I know someone who insists on reading every issue of the New Yorker, cover to cover, in order
When I was underemployed and between undergrad and grad school, I did this.
But it was because I was desperate for things to do; this was also the era of taking community college classes for fun. (Totally recommend poetry and German, less so some of the other ones).
I used to read it cover to cover. Then I got tired of it.
True story!
I could listen to your stories for hours, Sifu.
32 gets it right. Writer, kill your darlings. Then kill all the rest of your words. Then retire from writing. Be true to your philosophy.
I used to read it cover to cover. Then I got tired of it.
Me too! Awesome!
50 -- Geez, even one hour would have to contain like 1,000 stories. It's like the world's most boring grindcore.
54: I'm the Morbid Angel of this thing that happened once.
I don't think I've ever actually read a whole SFJ column. Judging from the excerpts I've read, though, I don't think I could stand to.
Morbid Angel isn't grindcore. Perhaps you're thinking of Anal Cunt. but really, who isn't.
57: hah! You've fallen right into my trap! They may not be grindcore, but they were on a seminal Earache records grindcore compilation and earned much of their original notoriety from their connection to the grindcore scene!
(Doing a little stupid circular dance of victory.)
I think I know one of the guys in Anal Cunt.
I love having no idea what people are talking about. It confirms my suspicions about myself.
58: Are you sure you aren't thinking of Napalm Death?
But really, who isn't thinking of Napalm Death with those memos being released today.
61: I'm totally thinking of Morbid Angel.
As far as I know I've never actually heard any of these bands, so not to worry, Parenthetical. I just spent a lot of time grindcore and/or metal adjacent.
46: The ambiguity is not that hard to figure out: why are we interested in Sasha Frere-Jones? Who reads the New Yorker? Take those as straight questions. See where the answers take you. Don't you (doesn't one) do this all the time?
Sorry to neb, who I tend to think does the same thing all the time.
Parsley. If you mean it straight, you mean it straight. Come on!
63: I can't begin to tell you how uninterested I am in your quasi-philosophical attempts to get everybody to interrogate the roots of their shallow, pointless existences.
Who reads the New Yorker?
Nobody actually reads the New Yorker. Seriously. It's just that it costs only about 24 cents per issue for a 2-year subscription, and it seems like more trouble than it's worth to cancel.
I mean, I read the New Yorker because it's something to read. I talk about SFJ because it's something to talk about. Some of us read things just because, hey, something to read that's brief, some of us talk about random crap with people on the internet, some of us judge every little thing that other people do and find it ambiguously wanting. Everybody needs a hobby, no matter how transparently embarrassing that hobby is to everybody else.

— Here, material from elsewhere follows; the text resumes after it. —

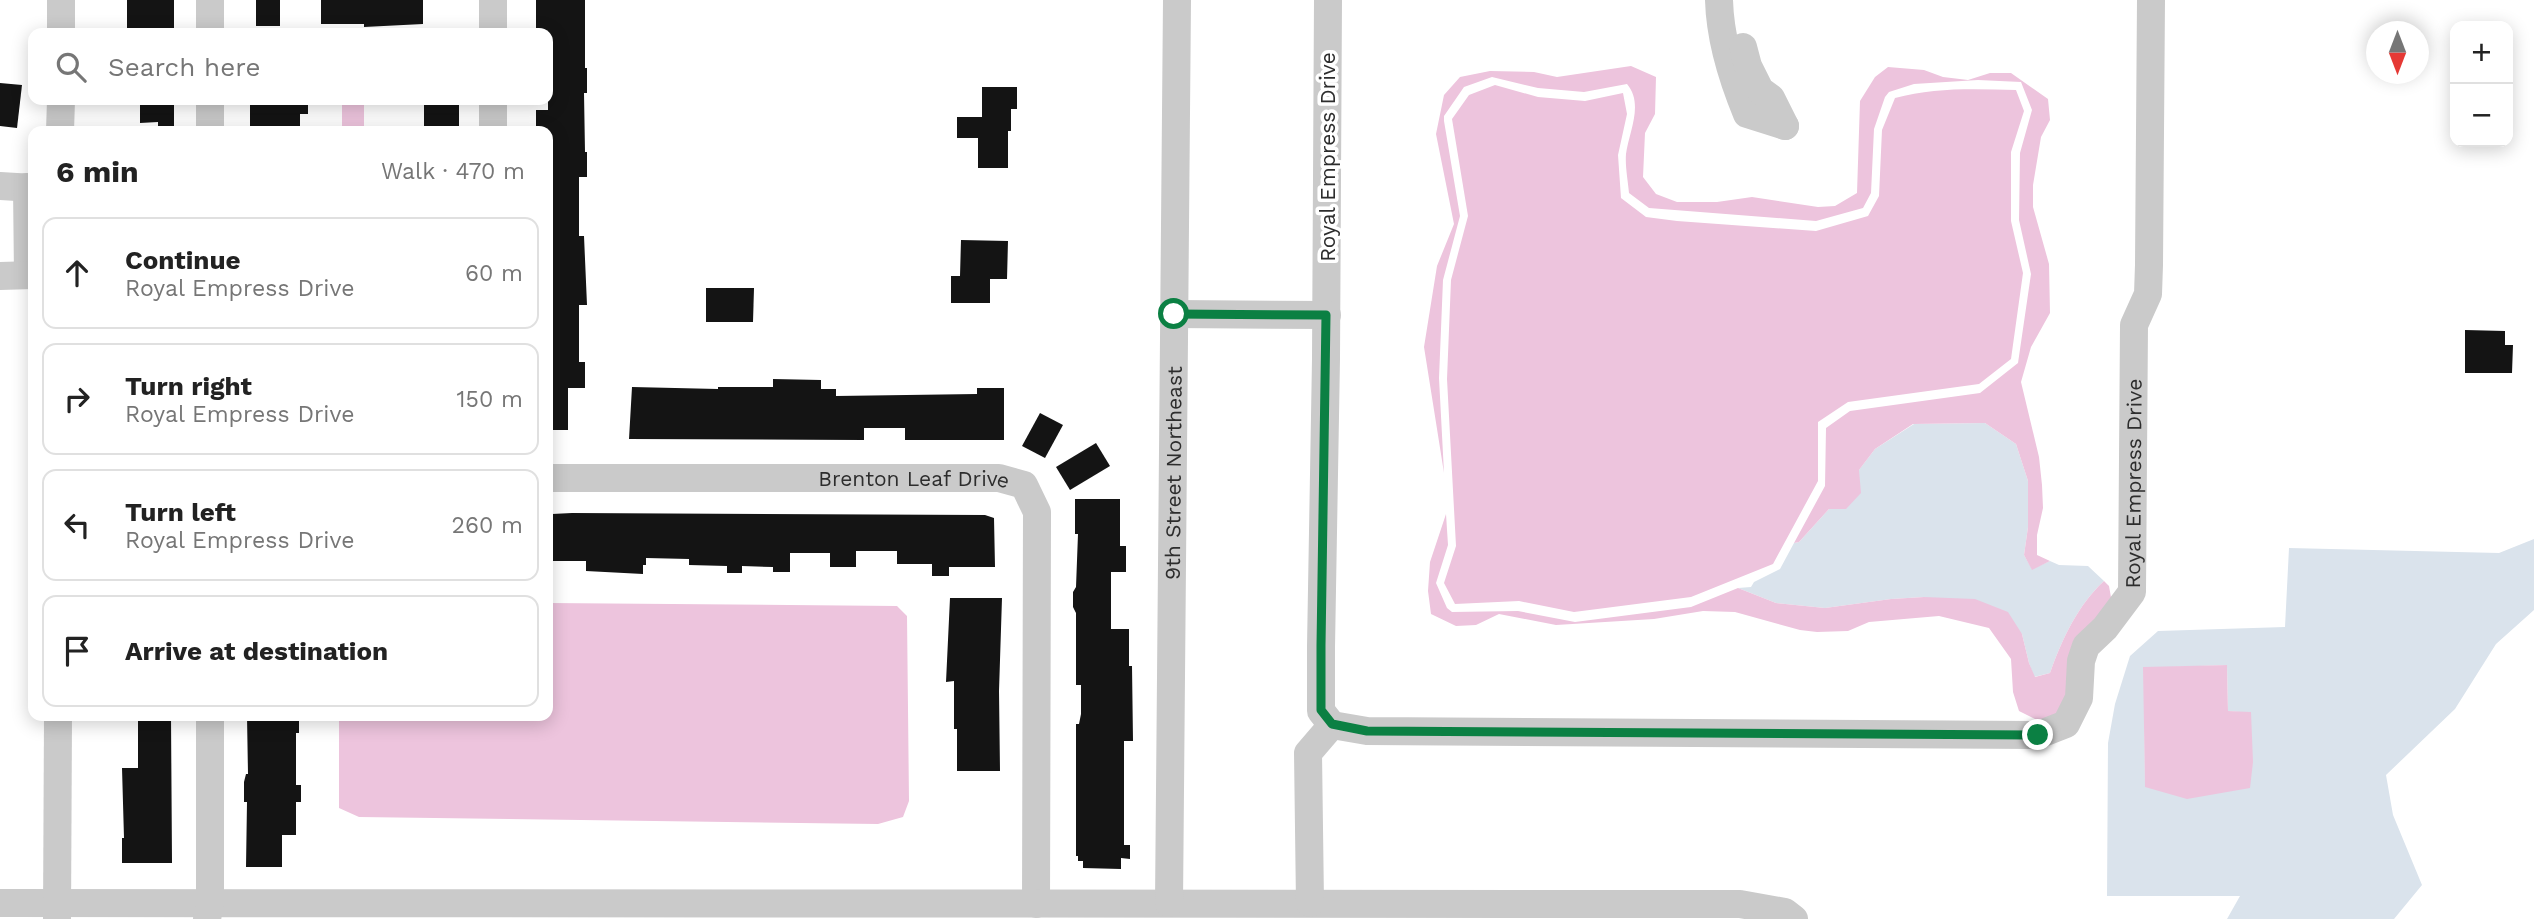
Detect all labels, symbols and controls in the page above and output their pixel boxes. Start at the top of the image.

Grr! Grumpy Sifu probably should eat something and finish reading this David Sedaris piece! Grr!
64: Okay, I mean it straight.
65: Sifu, I don't care what you're interested in.

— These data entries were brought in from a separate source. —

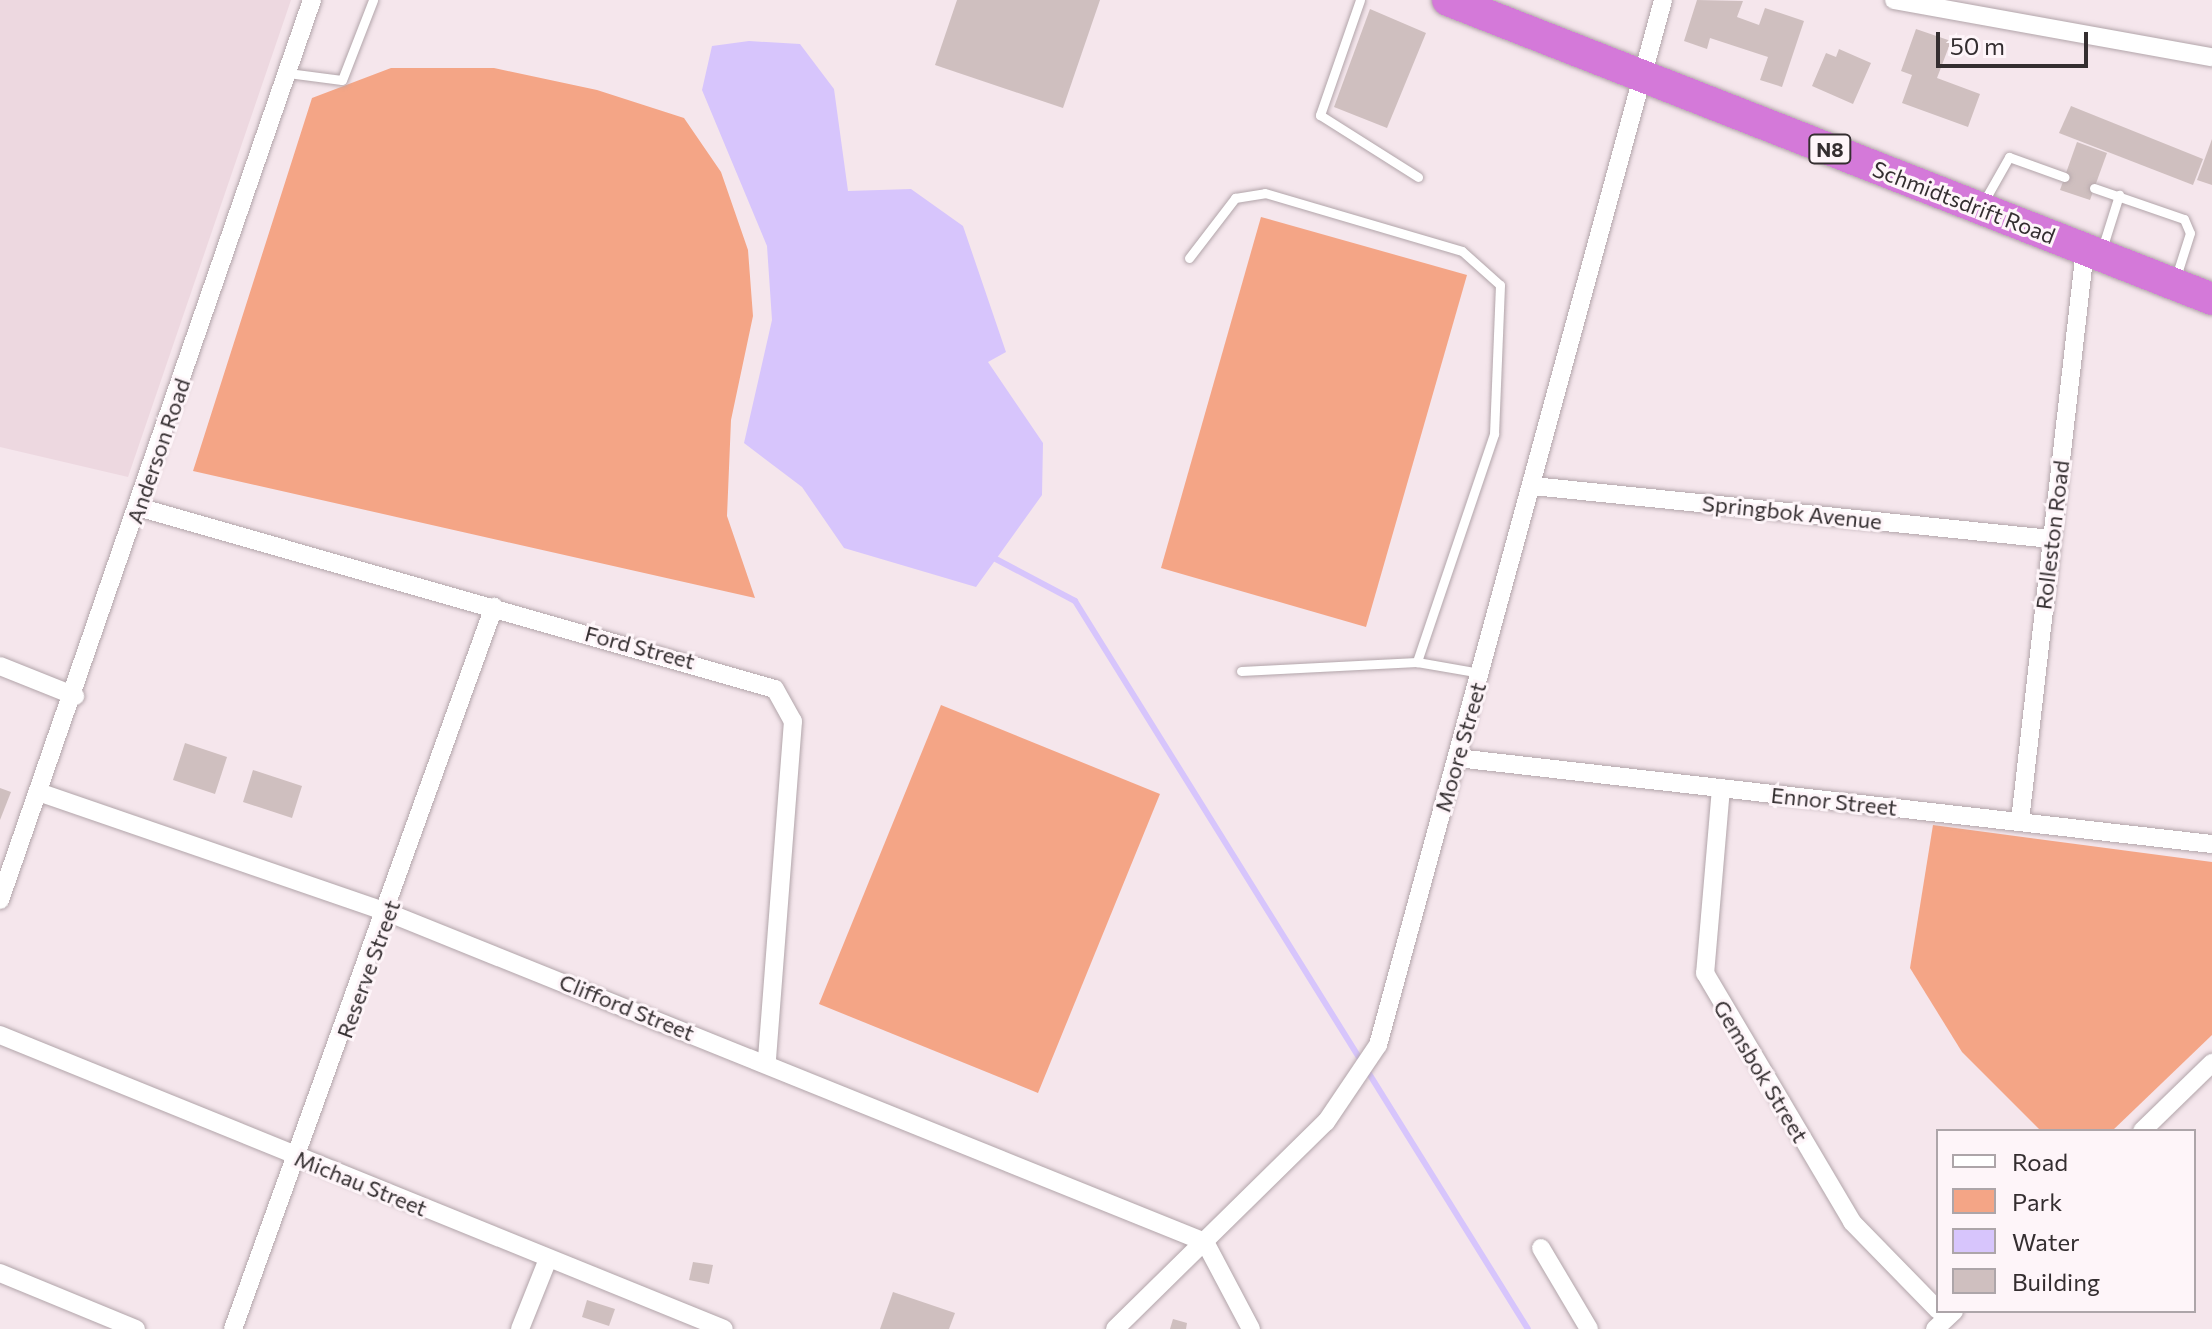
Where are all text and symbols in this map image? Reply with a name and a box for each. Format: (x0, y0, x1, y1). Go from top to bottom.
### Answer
scale bar (1940, 16, 2092, 66)
text: 50 m (1950, 31, 2005, 60)
road number: N8 (1808, 133, 1852, 165)
street label: Schmidtsdrift Road (1869, 155, 2059, 249)
street label: Anderson Road (121, 375, 195, 527)
street label: Rolleston Road (2030, 459, 2074, 611)
street label: Springbok Avenue (1701, 489, 1883, 535)
street label: Ford Street (582, 620, 698, 674)
street label: Moore Street (1429, 679, 1491, 815)
street label: Ennor Street (1770, 781, 1898, 821)
street label: Reserve Street (331, 896, 405, 1042)
street label: Clifford Street (556, 968, 698, 1046)
street label: Gemsbok Street (1708, 995, 1814, 1147)
legend (1936, 1129, 2196, 1313)
street label: Michau Street (291, 1144, 431, 1222)
text: Road (2012, 1147, 2068, 1176)
text: Park (2012, 1187, 2062, 1216)
text: Water (2012, 1227, 2080, 1256)
text: Building (2012, 1267, 2100, 1296)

69.2: then why'd you ask me to think about why I read the fucking New Yorker? Because maybe -- though you're not interested, you understand, in what I'm actually interested in right now -- maybe someday I'd realize that I'd just been floating along in a trance of conformism, and I'd have you to thank for snapping me out of it? Come on.
I realize I'm reading a lot into your comments, but seriously, if you aren't keeping things ambiguous so that you have deniability when people call you on being astoundingly judgmental more-or-less constantly, then your method is pretty fucking mysterious.

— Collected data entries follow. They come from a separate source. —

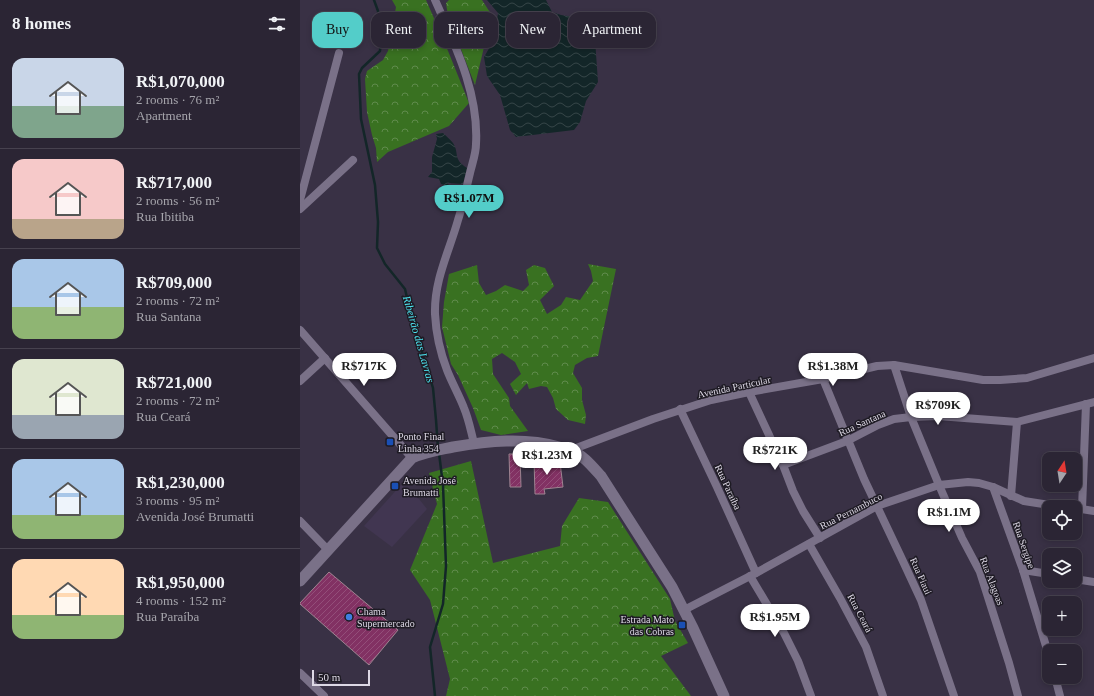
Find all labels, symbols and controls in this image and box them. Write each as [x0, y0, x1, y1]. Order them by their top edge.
chip: Buy [312, 12, 363, 48]
chip: Rent [371, 12, 426, 48]
chip: Filters [434, 12, 498, 48]
chip: New [506, 12, 560, 48]
chip: Apartment [568, 12, 656, 48]
icon: filters [266, 13, 288, 35]
text: 8 homes [12, 14, 71, 33]
text: R$1,070,000 [136, 72, 225, 91]
icon: home [44, 74, 92, 122]
text: 2 rooms · 76 m² [136, 92, 219, 107]
text: Apartment [136, 108, 192, 123]
text: R$717,000 [136, 173, 212, 192]
icon: home [44, 175, 92, 223]
pin: R$1.07M [432, 185, 506, 219]
text: R$1.07M [444, 190, 494, 205]
text: 2 rooms · 56 m² [136, 193, 219, 208]
text: Rua Ibitiba [136, 209, 194, 224]
text: R$709,000 [136, 273, 212, 292]
icon: home [44, 275, 92, 323]
text: 2 rooms · 72 m² [136, 293, 219, 308]
water label: Ribeirão das Lavras [401, 293, 437, 384]
text: Rua Santana [136, 309, 201, 324]
pin: R$717K [331, 353, 397, 387]
pin: R$1.38M [796, 353, 870, 387]
text: R$717K [341, 358, 387, 373]
text: R$1.38M [808, 358, 858, 373]
text: R$721,000 [136, 373, 212, 392]
street label: Avenida Particular [696, 374, 772, 400]
icon: home [44, 375, 92, 423]
pin: R$709K [905, 392, 971, 426]
text: 2 rooms · 72 m² [136, 393, 219, 408]
text: R$709K [915, 397, 961, 412]
street label: Rua Santana [837, 408, 888, 438]
text: Rua Ceará [136, 409, 191, 424]
place label: Ponto Final Linha 354 [398, 431, 445, 454]
marker: Ponto Final Linha 354 [385, 437, 395, 447]
pin: R$721K [742, 437, 808, 471]
pin: R$1.23M [510, 442, 584, 476]
text: R$721K [752, 442, 798, 457]
text: R$1.23M [522, 447, 572, 462]
north arrow [1042, 452, 1082, 492]
map controls [1042, 452, 1082, 684]
street label: Rua Paraíba [713, 463, 743, 512]
text: R$1,230,000 [136, 473, 225, 492]
icon: home [44, 475, 92, 523]
place label: Avenida José Brumatti [403, 475, 456, 498]
marker: Avenida José Brumatti [390, 481, 400, 491]
street label: Rua Pernambuco [818, 491, 884, 531]
text: 3 rooms · 95 m² [136, 493, 219, 508]
pin: R$1.1M [916, 499, 982, 533]
button: locate [1042, 500, 1082, 540]
text: R$1.1M [927, 504, 971, 519]
text: Avenida José Brumatti [136, 509, 254, 524]
street label: Rua Sergipe [1011, 520, 1037, 570]
button: layers [1042, 548, 1082, 588]
street label: Rua Alagoas [978, 555, 1006, 607]
street label: Rua Piaui [908, 556, 934, 596]
text: R$1,950,000 [136, 573, 225, 592]
icon: home [44, 575, 92, 623]
street label: Rua Ceará [845, 592, 875, 635]
text: 4 rooms · 152 m² [136, 593, 226, 608]
button: + [1042, 596, 1082, 636]
pin: R$1.95M [738, 604, 812, 638]
place label: Chama Supermercado [357, 606, 415, 629]
text: Rua Paraíba [136, 609, 199, 624]
text: R$1.95M [750, 609, 800, 624]
marker: Chama Supermercado [344, 612, 354, 622]
place label: Estrada Mato das Cobras [620, 614, 674, 637]
marker: Estrada Mato das Cobras [677, 620, 687, 630]
button: − [1042, 644, 1082, 684]
scale bar [312, 668, 370, 687]
text: 50 m [318, 671, 340, 683]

Grr to everybody back. I have to say that the attempt to watch over the eldest cat here when she's not doing so well is freaking exhausting, and I hope she doesn't hang on terribly long. That's awful.
70.2: I did not realize that I'm being astoundingly judgmental more or less constantly. I'll attend to my own comments more carefully.
seems like more trouble than it's worth to cancel.
For months after I canceled, the amount of New Yorker e-mail asking me to resubscribe exceeded the amount of spam I received at the same e-mail address.
The rest of us have rich, meaningful, New-Yorker-free lives. Neb just reads it in small doses since the meaninglessness it causes helps him better learn German.
I read most of the New Yorker most of the time. Does that mean I can't qualify as upper middle brow?
I think we've had the New Yorker fight here before, actually.
We have always already had the New Yorker fight.
I don't read the New Yorker -- like several middle-brow US publications the articles are usually 6 times longer than their content merits -- but I do read the LRB. Which probably puts me in the equivalent UK demographic.
Good music writing is hard to find, though. The Guardian generally does a better job than most specialist music magazines, I find.
Naw. It's a magazine that some people read. Pretty straightforward, really.
For months after I canceled, the amount of New Yorker e-mail asking me to resubscribe exceeded the amount of spam I received at the same e-mail address.
Oh, if it were just a matter of annoying email, I think I'd know just what to do: the "block sender" function is not just for the electronic chain letter 'prayers' that one of your aunts just might happen to forward to your account, you know (the threat of dire misfortune for failing to comply with the terms outlined in the email, illustrated by the large and sorrowful eyes of a 'Precious Moments' figurine, God o God). It's the phone calls to which I strenuously object, and of course they always call at supper hour.
Parsimon, that's really rough about your cat. I'm sorry.
One of the blessings of living on the right bank of the ditch is that I had never heard of Sasha Frere-Jones until now, and it will be very easy never to hear of him again.
What does the title of this post mean?
A reference to a musician that only Wolfson has heard of.
why are we interested in Sasha Frere-Jones? Who reads the New Yorker?
Only those of us who wish to revel in our aspirations to upper-middle-middle-upper-classness.
Anyway, I like Sasha Frere-Jones. He isn't my favorite music writer, but on what he's chosen to write about--mostly evanescent, middle-of-the-road pop/indie--he isn't the worst. And I don't even think that "trying to tease out what aspects of seemingly indistinguishable songs make one of them popular/good and another one unpopular/bad" is a completely pointless exercise; or no more so than writing about pop music to start with. Besides, he's no Chuck Klosterman or Nick Hornby, thank God.
87: I'm glad someone else said it.
I read the New Yorker (and the LRB), and I am always interested to read a Sasha Frere-Jones column. More often than not they're disappointing, but he manages interesting observations about pop music with sufficient frequency that he's worth reading.
Then again, I'm interested in "aspects of seemingly indistinguishable songs"
OT, or tangential to T movie report, brief:
"Mumblecore" is a SoA movie school, mostly NYC
Hannah Takes the Stairs is in rotation on Sundance, I have watched it three times recently. Interesting,
Remember Seberg & Belmondo in the apartment? My favorite part of the movie. That may not be what mumblecore is about, but is my first impression.
What does the title of this post mean?
Tough meat subjected to long cooking at low heat becomes very tender, because the collagen breaks down.
Thanks. You answered my question and taught me something about cooking.
90: Nice explanation. Who are you and what have you done with nosflow?
beamish is banned!
As if this place could survive without me.
why all the Klosterman hate? I think he´s funny.
Besides, he's no Chuck Klosterman or Nick Hornby, thank God.
See, I actually like Nick Hornby. Eh. SFJ just rubs me the wrong way, although, as admitted previously, I'm a person of no taste and thus unable to judge such things.